Effectively, the collective military power of the tribe, combined with the fierce loyalties that existed within each clan, and the sharing of bloodguilt and the obligation of exacting revenge, provided each individual their own security from external threats. Essentially, the tribe was a unit or law upon itself, and it regarded every other tribe as an enemy, unless they had established alliances or treaties to protect one another from larger threats. In order to survive in this landscape, it was essential that one affiliated with a tribe. In other words, for those who fell outside the security of the tribe, he or she would be without protection and, therefore, vulnerable to any number of fates the human mind can imagine.

This is the culture Muhammad grew up within. It was a warrior culture and he was now a man, and would have to do his share of sword wielding, which meant performing executions when the situation so required. We will cover many of his astounding military successes in later chapters, but before we examine the bitterness of war, let’s keep my wife happy with a tale of romance, for love preceded war for the prophet.

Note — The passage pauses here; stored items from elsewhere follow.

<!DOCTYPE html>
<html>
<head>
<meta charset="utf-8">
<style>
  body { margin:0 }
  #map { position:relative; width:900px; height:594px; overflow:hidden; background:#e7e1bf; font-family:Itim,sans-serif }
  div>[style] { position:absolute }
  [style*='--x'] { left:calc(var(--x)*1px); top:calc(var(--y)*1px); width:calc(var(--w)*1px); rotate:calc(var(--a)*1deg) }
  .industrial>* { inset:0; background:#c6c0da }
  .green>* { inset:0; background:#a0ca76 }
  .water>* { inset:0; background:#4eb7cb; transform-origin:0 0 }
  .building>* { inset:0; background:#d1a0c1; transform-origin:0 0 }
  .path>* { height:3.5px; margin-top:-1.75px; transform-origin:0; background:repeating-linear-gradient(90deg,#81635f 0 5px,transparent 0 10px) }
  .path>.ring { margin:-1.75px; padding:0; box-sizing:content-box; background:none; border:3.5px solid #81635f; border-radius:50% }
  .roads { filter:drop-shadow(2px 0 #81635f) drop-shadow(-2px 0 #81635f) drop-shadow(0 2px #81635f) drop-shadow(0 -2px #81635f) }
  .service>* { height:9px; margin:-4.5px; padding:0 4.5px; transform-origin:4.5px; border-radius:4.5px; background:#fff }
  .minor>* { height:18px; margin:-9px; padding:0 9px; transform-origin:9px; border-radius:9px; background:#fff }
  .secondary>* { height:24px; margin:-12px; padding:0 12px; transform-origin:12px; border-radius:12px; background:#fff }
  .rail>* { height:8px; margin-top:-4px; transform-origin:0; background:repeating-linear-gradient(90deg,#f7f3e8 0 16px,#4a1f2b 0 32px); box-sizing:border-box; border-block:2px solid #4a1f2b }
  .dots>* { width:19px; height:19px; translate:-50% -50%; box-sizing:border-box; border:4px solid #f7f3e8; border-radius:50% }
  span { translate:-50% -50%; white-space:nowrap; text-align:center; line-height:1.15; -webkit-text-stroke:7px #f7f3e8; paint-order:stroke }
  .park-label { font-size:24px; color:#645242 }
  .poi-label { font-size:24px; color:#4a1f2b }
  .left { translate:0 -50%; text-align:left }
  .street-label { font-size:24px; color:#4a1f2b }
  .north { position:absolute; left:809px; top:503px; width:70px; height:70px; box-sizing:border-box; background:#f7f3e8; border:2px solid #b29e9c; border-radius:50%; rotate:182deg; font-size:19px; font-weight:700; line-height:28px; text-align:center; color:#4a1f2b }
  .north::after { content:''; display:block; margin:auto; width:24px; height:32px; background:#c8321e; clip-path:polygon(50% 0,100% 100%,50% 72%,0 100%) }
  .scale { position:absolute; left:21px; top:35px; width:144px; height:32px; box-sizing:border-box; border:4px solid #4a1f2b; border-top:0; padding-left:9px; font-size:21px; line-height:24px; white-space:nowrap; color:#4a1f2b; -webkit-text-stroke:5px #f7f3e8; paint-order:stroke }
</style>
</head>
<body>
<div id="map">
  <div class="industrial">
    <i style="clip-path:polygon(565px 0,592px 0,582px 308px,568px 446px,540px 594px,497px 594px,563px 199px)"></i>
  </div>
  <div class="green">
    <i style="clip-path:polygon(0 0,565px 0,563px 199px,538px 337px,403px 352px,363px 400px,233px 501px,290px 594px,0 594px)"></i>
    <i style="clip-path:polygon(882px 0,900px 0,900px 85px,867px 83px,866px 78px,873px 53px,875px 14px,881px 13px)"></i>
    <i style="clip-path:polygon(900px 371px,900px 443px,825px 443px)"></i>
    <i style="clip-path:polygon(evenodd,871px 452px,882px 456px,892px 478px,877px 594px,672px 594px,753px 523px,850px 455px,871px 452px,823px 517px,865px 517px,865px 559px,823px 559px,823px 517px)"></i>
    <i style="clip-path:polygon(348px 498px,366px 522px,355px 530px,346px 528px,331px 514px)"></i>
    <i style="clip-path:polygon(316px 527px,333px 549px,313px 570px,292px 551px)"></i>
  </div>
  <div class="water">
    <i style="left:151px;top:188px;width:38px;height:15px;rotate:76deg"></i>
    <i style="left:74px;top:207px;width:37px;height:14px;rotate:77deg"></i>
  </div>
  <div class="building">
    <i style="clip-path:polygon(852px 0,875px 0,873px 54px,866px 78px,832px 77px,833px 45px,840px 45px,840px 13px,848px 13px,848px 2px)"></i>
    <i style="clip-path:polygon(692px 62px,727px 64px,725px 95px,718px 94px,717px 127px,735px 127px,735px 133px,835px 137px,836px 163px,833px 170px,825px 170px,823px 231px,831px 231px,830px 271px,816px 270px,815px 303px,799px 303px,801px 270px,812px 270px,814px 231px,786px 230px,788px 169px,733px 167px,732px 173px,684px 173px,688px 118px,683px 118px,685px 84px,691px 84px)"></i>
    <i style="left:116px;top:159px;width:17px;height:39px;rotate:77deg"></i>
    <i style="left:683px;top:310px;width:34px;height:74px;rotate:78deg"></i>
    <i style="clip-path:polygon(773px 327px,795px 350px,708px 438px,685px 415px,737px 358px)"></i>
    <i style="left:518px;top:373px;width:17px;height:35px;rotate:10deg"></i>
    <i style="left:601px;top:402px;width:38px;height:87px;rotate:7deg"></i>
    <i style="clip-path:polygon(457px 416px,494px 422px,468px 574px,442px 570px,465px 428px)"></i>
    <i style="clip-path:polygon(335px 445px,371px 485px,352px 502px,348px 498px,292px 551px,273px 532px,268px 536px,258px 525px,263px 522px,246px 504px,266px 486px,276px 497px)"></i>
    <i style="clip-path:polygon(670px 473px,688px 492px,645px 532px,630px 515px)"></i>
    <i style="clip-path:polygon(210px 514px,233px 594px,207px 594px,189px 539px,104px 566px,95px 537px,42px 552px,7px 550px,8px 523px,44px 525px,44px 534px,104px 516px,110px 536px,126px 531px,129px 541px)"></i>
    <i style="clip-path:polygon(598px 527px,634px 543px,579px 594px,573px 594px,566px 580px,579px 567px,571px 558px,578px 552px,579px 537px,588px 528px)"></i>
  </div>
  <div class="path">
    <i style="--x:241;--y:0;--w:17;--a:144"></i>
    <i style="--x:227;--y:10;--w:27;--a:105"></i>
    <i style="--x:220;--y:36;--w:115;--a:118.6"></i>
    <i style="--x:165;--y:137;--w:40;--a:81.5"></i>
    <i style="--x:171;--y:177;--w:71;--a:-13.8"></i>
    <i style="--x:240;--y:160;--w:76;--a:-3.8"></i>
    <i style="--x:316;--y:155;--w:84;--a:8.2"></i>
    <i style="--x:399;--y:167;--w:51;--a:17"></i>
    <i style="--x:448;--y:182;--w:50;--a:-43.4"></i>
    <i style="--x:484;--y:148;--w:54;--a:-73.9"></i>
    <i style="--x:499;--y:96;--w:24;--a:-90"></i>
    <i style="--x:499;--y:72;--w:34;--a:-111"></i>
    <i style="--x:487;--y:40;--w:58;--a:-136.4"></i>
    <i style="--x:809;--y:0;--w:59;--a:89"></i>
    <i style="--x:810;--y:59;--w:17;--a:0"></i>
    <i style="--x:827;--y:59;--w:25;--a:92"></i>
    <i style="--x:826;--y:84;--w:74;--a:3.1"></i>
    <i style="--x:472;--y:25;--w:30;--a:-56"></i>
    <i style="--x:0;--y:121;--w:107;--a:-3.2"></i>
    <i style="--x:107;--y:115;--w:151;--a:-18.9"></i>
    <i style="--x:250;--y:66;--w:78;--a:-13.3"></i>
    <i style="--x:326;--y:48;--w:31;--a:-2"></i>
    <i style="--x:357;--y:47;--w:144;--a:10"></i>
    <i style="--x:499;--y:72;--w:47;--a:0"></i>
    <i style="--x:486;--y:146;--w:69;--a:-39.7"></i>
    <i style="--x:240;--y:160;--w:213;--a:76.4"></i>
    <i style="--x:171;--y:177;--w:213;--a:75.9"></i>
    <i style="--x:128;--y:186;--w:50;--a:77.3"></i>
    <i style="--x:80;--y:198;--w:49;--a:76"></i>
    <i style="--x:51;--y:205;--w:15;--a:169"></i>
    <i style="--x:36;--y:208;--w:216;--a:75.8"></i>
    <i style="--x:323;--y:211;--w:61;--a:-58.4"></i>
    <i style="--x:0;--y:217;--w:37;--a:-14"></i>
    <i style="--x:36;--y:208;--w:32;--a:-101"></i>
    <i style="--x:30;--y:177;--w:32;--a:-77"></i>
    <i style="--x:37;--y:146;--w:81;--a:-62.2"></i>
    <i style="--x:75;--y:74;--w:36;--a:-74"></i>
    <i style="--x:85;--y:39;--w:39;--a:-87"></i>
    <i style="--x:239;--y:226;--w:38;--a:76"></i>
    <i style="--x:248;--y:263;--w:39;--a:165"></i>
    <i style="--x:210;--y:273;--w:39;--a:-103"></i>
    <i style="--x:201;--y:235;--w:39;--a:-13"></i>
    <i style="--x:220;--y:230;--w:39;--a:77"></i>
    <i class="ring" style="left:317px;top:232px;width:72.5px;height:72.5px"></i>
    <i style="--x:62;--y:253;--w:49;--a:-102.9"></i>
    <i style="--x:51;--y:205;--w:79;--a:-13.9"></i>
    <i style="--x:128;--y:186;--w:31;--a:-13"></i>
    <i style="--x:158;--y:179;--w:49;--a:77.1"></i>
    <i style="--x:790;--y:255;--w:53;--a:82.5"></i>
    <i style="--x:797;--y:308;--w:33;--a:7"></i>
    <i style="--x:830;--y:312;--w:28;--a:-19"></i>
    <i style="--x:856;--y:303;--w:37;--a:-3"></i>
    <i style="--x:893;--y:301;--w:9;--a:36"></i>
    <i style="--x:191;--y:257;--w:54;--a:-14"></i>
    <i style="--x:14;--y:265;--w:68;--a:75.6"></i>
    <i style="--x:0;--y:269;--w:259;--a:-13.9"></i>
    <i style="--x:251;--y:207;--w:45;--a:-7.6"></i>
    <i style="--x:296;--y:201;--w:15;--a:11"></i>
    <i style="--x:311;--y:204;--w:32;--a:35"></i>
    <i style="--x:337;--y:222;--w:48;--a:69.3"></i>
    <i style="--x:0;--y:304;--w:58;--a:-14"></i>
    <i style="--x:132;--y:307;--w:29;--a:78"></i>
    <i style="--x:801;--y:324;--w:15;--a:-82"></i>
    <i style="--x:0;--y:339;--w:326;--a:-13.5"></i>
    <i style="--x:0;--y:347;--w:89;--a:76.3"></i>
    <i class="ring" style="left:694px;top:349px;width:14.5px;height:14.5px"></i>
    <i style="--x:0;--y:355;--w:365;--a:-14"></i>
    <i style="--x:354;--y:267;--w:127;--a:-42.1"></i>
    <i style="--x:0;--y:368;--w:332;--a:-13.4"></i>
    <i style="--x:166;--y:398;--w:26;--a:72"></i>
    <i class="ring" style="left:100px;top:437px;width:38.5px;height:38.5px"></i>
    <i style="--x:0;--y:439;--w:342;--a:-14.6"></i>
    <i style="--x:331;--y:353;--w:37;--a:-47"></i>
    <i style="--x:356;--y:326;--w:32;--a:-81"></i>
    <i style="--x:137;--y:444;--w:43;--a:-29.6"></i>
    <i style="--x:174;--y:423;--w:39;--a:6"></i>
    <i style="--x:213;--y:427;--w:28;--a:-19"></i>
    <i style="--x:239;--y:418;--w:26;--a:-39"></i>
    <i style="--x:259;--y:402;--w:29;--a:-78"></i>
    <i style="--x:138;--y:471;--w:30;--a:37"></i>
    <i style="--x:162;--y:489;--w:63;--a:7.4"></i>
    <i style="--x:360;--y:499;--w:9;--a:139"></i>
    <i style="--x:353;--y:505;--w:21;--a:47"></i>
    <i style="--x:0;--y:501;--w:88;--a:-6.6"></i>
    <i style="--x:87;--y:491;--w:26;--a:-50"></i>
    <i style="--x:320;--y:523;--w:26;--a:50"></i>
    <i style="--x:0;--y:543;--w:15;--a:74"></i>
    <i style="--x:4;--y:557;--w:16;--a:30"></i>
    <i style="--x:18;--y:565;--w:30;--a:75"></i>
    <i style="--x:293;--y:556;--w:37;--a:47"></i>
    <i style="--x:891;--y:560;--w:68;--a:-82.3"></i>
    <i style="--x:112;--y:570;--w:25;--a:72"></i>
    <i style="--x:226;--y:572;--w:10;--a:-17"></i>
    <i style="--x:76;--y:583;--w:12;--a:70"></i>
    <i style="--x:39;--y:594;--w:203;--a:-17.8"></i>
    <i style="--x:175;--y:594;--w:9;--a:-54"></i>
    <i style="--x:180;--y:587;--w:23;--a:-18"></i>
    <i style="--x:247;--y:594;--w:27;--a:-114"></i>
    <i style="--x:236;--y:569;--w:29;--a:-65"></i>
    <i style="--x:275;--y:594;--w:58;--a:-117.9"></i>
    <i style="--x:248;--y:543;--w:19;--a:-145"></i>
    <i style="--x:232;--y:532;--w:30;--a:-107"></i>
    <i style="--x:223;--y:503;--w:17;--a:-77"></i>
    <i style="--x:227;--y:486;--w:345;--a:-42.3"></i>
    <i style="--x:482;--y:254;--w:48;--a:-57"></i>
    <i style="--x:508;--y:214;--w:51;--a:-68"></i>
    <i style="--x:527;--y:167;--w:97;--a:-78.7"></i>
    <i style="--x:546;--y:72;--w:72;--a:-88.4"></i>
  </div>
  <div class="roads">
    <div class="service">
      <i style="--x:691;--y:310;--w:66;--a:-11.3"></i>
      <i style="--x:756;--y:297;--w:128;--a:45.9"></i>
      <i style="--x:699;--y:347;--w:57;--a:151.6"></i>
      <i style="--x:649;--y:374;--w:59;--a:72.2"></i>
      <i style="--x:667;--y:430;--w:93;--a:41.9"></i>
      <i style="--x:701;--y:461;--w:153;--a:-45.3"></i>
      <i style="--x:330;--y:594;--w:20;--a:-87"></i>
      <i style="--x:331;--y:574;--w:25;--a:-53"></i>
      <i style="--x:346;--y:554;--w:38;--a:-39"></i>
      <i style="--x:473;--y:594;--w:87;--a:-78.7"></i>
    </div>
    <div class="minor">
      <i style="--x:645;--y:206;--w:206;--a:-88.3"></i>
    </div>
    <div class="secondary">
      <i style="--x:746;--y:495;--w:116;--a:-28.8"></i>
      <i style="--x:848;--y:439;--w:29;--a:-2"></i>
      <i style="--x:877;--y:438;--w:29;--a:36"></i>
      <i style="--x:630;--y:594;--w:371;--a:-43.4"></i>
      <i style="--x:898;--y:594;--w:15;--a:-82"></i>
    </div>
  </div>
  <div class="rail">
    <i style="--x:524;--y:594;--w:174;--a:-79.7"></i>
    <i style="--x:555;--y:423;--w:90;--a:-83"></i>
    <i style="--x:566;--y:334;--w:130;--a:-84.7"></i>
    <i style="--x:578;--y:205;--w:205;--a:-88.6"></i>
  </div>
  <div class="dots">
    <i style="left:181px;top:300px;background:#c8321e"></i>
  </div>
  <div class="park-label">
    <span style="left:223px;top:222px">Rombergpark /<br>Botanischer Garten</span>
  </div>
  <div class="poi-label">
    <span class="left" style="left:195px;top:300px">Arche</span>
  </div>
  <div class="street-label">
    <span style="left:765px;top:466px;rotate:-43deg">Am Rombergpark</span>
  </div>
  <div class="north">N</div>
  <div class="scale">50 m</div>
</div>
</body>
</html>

First loves rarely end up being happily ever after, so I am told because I don’t watch or read anything slightly on the ‘chick flick’ side of the DVD aisle, and this was certainly the case for our star. Muhammad’s first love was the cousin he had spent most his childhood with. She was the daughter of his father’s brother, Abu Talib. Muhammad was now in his twenties, he had one or two camels of his own, which was on the modest side of middle class, and he steeled himself to ask his uncle for his daughter’s hand in marriage. But alas for Muhammad, Abu Talib had already promised her to a well-connected young man of the Beni Makhzum clan. The prophet was devastated. He had believed in his heart that his first cousin was the love of his life, but she was being betrothed to another because his rival suitor had more money, which left Muhammad with no honey. I’m so sorry!